Ein Ausweg könnte darin bestehen, einen eigenen Fonds zu gründen. »Ich denke auch, dass ein Europäischer Währungsfonds in den Zeitablauf passt«, sagte Klaus Rehling, der Vorsitzende des Europischen Stabilitätsmechanismus (ESM), kürzlich in der Süddeutschen Zeitung. »Es wird ihn vermutlich in der Zukunft einmal geben.«
Dem deutschen Finanzminister Schäuble dürfte eher daran gelegen sein, den ESM möglichst bald aufzuwerten. Viel Zeit bleibt ihm nicht mehr, um die nächste Krise abzuwenden. Zwar geben sich sowohl die Gläubiger als auch die griechische Regierung optimistisch, dass das Land sich bis 2018 wieder selbst refinanzieren kann. Doch wie verlässlich solche Einschätzungen sind, zeigen die fatalen Fehlprognosen, die die verschiedenen »Rettungsprogramme« bislang begleitet haben. So galten die 2010 vereinbarten Privatisierungen von Staatsbesitz, die einen Erlös von etwa 50 Milliarden Euro erbringen sollten, als eine wesentliche Maßnahme, um die griechischen Staatsfinanzen zu sanieren. Zwei Jahre später wurde die Summe dann auf die Hälfte reduziert, bislang wurden jedoch nur 1,5 Milliarden Euro eingenommen.

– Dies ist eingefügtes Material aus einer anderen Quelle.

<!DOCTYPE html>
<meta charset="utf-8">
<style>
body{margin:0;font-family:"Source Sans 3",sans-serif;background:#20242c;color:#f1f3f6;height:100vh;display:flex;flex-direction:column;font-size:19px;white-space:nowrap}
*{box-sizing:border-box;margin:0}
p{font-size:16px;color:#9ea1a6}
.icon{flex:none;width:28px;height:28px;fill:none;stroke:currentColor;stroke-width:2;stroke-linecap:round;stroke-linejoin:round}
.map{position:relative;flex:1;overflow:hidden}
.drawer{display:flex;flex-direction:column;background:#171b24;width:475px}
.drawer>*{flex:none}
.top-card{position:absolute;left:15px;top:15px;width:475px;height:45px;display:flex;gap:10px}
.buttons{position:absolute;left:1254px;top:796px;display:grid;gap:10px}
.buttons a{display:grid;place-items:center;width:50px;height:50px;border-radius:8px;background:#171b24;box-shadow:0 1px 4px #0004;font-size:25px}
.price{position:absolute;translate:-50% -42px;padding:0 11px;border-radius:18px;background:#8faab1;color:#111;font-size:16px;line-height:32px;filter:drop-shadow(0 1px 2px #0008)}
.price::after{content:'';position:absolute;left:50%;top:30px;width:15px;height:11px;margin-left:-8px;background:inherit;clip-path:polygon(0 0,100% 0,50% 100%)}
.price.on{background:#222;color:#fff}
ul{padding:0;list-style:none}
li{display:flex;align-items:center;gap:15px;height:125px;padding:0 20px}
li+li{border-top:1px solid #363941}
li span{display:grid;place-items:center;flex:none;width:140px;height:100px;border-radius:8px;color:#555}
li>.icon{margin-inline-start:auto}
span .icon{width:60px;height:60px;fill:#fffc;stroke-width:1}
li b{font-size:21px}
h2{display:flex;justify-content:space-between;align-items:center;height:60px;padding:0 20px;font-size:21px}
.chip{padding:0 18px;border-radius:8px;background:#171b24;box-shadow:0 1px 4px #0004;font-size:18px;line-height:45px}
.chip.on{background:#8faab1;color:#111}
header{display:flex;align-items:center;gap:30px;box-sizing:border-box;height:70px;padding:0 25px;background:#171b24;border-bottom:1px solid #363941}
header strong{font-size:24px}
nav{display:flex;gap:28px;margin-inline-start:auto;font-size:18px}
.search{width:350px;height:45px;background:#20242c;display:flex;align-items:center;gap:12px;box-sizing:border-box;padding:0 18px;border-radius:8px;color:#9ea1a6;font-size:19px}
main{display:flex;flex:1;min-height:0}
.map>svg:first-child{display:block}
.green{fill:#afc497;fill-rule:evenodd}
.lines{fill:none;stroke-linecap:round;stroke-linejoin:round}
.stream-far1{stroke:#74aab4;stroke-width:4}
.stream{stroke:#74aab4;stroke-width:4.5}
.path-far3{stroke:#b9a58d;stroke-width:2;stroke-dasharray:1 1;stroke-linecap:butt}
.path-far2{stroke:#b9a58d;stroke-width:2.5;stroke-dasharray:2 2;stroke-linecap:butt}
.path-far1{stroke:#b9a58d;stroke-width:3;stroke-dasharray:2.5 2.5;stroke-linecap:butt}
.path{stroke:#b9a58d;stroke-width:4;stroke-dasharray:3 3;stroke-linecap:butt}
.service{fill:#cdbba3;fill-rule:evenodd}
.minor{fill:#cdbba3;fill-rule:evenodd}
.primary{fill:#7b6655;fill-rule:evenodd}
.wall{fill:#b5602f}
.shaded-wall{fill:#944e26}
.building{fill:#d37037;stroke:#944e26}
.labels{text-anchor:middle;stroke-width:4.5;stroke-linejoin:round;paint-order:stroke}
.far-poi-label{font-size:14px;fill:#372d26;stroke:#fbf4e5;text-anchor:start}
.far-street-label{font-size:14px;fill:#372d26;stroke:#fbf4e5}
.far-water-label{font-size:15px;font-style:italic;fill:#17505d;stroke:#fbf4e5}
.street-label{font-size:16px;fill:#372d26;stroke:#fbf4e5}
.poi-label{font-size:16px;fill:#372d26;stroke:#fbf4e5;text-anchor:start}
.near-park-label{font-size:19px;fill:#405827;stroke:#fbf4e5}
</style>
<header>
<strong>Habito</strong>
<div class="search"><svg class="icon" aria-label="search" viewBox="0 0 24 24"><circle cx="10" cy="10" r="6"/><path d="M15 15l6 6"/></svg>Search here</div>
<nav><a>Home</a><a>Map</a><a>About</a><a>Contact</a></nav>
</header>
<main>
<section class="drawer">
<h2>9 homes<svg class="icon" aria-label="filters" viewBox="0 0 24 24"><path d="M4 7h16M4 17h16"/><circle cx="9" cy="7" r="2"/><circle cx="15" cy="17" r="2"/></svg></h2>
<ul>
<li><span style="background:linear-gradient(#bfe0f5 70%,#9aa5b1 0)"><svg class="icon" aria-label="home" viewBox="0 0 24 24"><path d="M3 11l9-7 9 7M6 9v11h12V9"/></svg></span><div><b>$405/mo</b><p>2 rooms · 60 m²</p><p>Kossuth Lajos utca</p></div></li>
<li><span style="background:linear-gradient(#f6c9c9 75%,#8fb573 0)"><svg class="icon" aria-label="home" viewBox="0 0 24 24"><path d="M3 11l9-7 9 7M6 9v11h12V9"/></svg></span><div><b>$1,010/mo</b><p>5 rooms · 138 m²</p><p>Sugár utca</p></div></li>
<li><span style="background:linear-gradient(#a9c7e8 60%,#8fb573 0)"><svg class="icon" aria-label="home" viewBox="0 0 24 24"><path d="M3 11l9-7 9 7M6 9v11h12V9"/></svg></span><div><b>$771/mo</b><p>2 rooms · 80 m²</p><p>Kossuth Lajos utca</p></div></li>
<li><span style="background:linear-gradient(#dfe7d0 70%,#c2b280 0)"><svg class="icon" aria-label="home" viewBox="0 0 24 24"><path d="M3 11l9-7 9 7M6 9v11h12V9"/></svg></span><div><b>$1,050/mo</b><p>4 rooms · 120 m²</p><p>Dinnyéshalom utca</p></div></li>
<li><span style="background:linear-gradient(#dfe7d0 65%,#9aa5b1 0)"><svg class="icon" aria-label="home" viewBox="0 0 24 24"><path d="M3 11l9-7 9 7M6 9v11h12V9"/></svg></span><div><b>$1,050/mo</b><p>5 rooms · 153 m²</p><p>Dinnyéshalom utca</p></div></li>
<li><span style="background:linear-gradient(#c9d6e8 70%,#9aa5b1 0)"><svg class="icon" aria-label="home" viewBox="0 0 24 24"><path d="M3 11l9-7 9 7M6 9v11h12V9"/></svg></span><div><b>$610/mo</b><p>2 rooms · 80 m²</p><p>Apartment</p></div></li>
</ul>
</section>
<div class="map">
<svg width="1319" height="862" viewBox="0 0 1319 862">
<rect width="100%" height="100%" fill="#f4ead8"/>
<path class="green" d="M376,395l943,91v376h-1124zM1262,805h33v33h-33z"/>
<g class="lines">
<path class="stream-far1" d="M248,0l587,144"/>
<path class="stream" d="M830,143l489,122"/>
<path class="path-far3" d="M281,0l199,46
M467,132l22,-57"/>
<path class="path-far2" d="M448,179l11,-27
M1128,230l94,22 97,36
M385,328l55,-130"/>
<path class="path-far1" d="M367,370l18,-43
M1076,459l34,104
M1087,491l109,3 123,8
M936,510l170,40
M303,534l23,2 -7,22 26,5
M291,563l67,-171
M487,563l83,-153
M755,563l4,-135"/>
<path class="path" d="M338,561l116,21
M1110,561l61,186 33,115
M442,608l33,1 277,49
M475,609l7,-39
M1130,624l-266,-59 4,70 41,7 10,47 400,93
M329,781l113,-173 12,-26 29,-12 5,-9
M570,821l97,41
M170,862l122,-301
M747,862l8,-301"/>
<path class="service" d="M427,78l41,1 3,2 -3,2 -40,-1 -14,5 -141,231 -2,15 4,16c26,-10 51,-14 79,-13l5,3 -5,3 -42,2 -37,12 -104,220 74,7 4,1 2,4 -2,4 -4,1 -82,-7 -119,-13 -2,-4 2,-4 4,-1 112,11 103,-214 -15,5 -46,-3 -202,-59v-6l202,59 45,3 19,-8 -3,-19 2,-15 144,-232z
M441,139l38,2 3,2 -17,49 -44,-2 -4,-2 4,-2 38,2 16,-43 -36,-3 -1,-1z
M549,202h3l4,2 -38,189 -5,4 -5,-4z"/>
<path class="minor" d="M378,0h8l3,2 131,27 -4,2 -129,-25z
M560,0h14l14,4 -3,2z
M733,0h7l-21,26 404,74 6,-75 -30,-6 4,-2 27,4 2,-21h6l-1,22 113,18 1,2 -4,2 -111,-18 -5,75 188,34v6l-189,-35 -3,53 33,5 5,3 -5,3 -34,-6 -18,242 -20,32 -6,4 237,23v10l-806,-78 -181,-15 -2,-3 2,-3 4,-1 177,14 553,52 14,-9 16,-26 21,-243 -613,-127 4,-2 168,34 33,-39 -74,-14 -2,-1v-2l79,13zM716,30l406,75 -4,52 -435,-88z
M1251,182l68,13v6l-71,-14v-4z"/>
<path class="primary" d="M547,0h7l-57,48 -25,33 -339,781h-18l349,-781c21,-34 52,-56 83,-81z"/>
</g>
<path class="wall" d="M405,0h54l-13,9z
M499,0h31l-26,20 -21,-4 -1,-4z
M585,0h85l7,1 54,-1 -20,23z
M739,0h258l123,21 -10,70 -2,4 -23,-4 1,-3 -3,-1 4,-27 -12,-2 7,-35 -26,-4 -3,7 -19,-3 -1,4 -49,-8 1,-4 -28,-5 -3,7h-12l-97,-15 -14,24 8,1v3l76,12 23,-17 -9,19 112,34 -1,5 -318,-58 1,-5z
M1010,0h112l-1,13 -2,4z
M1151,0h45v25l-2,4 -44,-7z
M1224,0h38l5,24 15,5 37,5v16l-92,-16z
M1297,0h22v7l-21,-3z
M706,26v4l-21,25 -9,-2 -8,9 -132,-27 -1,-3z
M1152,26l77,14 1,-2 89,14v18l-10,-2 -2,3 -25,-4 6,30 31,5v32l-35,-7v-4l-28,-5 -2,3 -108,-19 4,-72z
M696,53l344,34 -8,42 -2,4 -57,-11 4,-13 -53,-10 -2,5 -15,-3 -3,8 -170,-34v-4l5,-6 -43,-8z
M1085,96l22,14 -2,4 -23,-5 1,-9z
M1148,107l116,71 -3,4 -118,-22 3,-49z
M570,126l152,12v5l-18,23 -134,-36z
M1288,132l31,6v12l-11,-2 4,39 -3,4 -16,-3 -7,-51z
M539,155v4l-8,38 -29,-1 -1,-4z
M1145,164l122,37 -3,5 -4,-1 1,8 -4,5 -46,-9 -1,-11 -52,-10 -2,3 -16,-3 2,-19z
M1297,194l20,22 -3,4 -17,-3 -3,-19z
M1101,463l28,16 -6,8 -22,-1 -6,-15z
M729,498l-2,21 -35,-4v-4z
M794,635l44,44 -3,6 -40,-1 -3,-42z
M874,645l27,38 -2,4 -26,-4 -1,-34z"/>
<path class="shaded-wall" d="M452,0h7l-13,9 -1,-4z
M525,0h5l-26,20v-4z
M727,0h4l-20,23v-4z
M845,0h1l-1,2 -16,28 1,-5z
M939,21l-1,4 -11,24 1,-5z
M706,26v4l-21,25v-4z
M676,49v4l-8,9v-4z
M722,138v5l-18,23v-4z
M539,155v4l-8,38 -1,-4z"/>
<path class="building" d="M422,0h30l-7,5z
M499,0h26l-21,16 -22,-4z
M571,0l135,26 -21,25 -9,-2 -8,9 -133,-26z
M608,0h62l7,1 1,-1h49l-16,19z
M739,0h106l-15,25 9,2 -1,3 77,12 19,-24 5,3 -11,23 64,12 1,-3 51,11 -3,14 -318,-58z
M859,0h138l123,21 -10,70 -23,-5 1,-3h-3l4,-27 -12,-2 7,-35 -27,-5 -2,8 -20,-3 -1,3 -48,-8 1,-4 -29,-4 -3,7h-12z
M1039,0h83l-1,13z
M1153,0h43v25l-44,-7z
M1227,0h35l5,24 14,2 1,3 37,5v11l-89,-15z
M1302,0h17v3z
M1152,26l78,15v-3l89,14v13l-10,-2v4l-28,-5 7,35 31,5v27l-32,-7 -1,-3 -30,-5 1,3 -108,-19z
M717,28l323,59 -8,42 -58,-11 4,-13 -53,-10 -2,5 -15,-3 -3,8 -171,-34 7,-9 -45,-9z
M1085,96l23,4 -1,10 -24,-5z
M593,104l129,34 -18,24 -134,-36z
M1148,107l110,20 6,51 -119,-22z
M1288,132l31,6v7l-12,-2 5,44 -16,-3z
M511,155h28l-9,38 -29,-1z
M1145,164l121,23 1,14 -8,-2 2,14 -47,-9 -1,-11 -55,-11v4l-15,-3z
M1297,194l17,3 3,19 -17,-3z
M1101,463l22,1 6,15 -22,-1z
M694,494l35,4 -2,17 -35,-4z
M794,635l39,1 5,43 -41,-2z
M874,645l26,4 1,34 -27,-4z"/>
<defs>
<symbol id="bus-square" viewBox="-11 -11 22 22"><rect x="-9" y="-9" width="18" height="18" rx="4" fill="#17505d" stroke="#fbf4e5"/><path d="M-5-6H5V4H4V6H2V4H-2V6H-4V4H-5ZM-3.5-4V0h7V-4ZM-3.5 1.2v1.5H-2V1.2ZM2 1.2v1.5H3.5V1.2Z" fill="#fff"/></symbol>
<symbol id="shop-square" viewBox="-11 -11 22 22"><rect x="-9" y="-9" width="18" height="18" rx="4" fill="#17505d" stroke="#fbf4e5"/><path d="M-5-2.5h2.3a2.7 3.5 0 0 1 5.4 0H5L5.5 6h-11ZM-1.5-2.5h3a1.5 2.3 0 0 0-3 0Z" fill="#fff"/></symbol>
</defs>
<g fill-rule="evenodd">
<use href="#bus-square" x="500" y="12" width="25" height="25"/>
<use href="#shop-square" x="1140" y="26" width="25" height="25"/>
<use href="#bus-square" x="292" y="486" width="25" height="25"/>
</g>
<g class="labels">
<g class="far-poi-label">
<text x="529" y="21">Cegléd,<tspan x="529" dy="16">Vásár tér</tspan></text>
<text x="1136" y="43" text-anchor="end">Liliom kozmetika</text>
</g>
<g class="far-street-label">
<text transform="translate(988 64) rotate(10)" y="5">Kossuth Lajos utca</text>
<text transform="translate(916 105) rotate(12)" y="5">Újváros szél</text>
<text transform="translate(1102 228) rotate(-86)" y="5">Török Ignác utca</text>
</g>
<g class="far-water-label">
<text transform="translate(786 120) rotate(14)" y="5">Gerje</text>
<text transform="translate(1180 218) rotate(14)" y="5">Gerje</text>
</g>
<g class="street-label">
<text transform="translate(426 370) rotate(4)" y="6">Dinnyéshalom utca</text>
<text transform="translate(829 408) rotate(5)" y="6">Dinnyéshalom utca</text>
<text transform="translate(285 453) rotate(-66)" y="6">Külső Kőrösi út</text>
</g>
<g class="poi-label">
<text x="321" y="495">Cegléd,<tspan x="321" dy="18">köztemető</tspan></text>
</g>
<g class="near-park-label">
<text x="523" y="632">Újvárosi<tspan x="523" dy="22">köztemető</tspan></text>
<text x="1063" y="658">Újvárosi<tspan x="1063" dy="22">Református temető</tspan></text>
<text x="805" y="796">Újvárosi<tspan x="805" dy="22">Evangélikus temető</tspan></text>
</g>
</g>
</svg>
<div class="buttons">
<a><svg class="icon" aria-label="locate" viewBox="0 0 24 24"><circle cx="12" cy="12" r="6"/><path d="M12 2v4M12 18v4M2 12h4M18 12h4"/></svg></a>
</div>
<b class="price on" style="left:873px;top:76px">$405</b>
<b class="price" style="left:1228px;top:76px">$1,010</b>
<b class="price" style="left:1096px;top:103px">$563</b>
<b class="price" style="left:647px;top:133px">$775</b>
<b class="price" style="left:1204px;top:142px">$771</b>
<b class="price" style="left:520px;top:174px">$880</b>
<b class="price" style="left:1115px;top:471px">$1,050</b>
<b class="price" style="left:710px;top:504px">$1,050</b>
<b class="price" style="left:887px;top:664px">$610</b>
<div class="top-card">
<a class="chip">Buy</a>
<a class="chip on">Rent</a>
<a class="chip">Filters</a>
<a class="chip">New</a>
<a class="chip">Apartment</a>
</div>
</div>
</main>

Es ist also überaus wahrscheinlich, dass die wirtschaftlichen Probleme Griechenlands andauern werden. Angesichts der zahlreichen Wahlen in EU-Mitgliedsländern in diesem Jahr und nicht zuletzt der Bundestagswahl will die Bundesregierung eine Neuauflage der Debatte über einen griechischen Euro-Austritt vermeiden. Und auch der IWF möchte den Streit vorerst nicht weiter eskalieren lassen. Nach einem Treffen mit Bundeskanzlerin Angela Merkel (CDU) vergangene Woche gab sich die IWF-Vorsitzende Christine Lagarde betont gelassen. Sie sehe derzeit keine Notwendigkeit für einen Schuldenerlass für Griechenland, sagte Lagarde und ermahnte ganz im Sinne der Bundeskanzlerin die Regierung in Athen, Reformvorgaben weiterhin zügig zu erfüllen.
Dauerhaft dürfte Lagarde die bisherige deutsche Austeritätspolitik jedoch nicht mehr unterstützen. Die Bundesregierung wird sich entscheiden müssen. Entweder sie befindet gemeinsam mit dem IWF über einen weiteren Schuldenschnitt für Griechenland. Oder sie richtet einen europäischen Währungsfonds ein und trägt zusammen mit den verbleibenden europäischen Geberländern das volle Risiko.